How/Why to Sweep Async Tasks Under a Postgres Table [video]

surprisetalk · on June 16, 2024

Here's the companion essay with more code snippets: https://taylor.town/pg-task

698969 · on June 16, 2024

In one of the snippets, there is a 10 second sleep inside a transaction to add delays between polling if there are no tasks,

Shouldn't that be outside the transaction?

surprisetalk · on June 16, 2024

Yes, it would definitely be more performant to move it outside of the transaction :) good catch

t-writescode · on June 16, 2024

When I was deciding on a queuing system for the product I'm writing, after seeing the price of running a Kafka cluster on Digital Ocean and others, I opted for polling in postgresql and have been quite satisfied with its work so far (6ish months running). I have some improvements I need to make to the queue listener (right now, all the workers poll until there's work, when I could have it back off to 1); but otherwise it's plenty good enough.

I'm really surprised at the price of Kafka clusters, to be honest. Hundreds of dollars per month extra at minimum.

aib · on June 16, 2024

I tried using a PostgreSQL SKIP LOCKED queue once, turned out to be a mistake.

It was a queue for a distributed worker pool. The simpler alternatives I was used to at the time (RabbitMQ) did not support joining (i.e. run task Y when all of X1~X20 are complete) and therefore every task was stored in the database, anyway. I don't remember the exact numbers, but it was a light/moderate load--thousands, maybe tens of thousands of rows per day. It ran smoothly with an external message queue. I'd vacuum maybe every 4 months.

For one iteration, I decided to try using PostgreSQL as the queue system as well, to decrease the number of moving parts. It performed fine for a bit, then slowed to a crawl. I was sure I was doing something wrong--except every guide told me this was how to use a table as a queue. If I missed anything, it must've been PG-as-a-queue-specific.

d0mine · on June 16, 2024

Was the vacuum enabled? Were there long orphaned transactions?

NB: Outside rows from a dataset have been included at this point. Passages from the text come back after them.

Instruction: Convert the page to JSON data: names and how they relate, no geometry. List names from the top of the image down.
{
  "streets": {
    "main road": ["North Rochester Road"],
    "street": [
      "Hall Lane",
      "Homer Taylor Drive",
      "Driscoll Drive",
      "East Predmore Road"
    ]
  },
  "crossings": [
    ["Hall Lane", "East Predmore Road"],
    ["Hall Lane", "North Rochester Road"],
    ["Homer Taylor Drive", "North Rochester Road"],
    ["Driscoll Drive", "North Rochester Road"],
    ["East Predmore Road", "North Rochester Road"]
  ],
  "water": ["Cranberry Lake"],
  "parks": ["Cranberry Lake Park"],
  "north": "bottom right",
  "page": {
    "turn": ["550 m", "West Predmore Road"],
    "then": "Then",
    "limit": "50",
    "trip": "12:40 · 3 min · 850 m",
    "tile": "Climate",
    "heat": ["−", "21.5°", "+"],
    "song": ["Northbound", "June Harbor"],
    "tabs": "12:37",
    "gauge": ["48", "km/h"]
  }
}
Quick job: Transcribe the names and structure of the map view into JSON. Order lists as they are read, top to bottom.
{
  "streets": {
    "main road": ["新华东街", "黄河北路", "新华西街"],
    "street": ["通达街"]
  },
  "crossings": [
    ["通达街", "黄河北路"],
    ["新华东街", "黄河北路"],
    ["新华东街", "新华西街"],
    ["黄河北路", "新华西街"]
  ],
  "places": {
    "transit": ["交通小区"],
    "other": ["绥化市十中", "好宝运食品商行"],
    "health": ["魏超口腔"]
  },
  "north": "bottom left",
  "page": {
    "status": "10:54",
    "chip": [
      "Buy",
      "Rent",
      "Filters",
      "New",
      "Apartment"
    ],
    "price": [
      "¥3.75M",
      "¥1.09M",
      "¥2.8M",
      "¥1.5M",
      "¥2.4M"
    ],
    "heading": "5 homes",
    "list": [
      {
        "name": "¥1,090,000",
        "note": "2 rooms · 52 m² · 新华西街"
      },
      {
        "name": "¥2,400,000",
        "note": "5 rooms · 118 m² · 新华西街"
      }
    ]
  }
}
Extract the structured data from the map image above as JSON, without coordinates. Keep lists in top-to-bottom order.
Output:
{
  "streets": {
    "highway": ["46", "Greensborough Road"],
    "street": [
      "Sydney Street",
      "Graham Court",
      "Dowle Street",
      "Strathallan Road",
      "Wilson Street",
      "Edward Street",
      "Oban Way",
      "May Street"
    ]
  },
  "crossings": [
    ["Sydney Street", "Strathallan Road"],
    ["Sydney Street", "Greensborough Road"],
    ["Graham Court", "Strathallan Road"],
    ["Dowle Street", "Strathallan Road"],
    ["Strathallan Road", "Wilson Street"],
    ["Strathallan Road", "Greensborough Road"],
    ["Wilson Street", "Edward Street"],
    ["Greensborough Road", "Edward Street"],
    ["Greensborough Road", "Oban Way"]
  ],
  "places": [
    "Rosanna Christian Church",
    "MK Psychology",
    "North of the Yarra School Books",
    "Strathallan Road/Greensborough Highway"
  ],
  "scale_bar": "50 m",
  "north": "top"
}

maxbond · on June 16, 2024

What would you do if you wanted to pick up jobs in close to real time? Listen/notify? An extension that adds long polling? Consuming the WAL? Giving up and using a different technology?

I'm working on something similar, and these are the options I've been mulling over. They each come with pretty significant drawbacks. My current plan is to use listen/notify because it's low hanging fruit and to see how that pans out, but was wondering if anyone has been down this path before and has wisdom they're willing to share.

hamandcheese · on June 16, 2024

How close to real time are you talking?

As a generality, you either need something done Now, in which case don't put it in a queue, just do it immediately.

Or you need it done Not Right Now, in which case you stick it in a queue.

Or maybe you need something done Now, but on a different computer, in which case you need RPC of some sort. I would not recommend reinventing RPC using listen/notify.

maxbond · on June 16, 2024

Durability is more important to this use case than performance. I want the option of picking up a jobs within, say, a minute, but I am willing to accept a much worse worst case so long as I never lose track of a job.

Another scenario to consider; a job fails, because of a transient error local to the worker (for instance, it may have exceeded an IP based rate limit on an API it consumes). If we drew another worker, it would succeed without a hitch. I want to put the job back into the queue and pick it up again quickly. But I can't just keep going on the worker I have.

owl57 · on June 16, 2024

> within, say, a minute

With this definition of real-time, you can get pretty far just polling for pending jobs.

maxbond · on June 16, 2024

Autoscaling workers polling in a tight loop seems like a way to bring down production to me. Database is getting too many queries, causing the job queue to grow, causing more workers to spin up, causing a higher load of queries, ....

jhgg · on June 16, 2024

Set a reasonable maximum for your auto-scaler to avoid this issue.

owl57 · on June 16, 2024

> in a tight loop

Here's the bug. If there are no tasks pending at the moment — you sleep, for example for 10 seconds. The code in the presentation had this handled correctly.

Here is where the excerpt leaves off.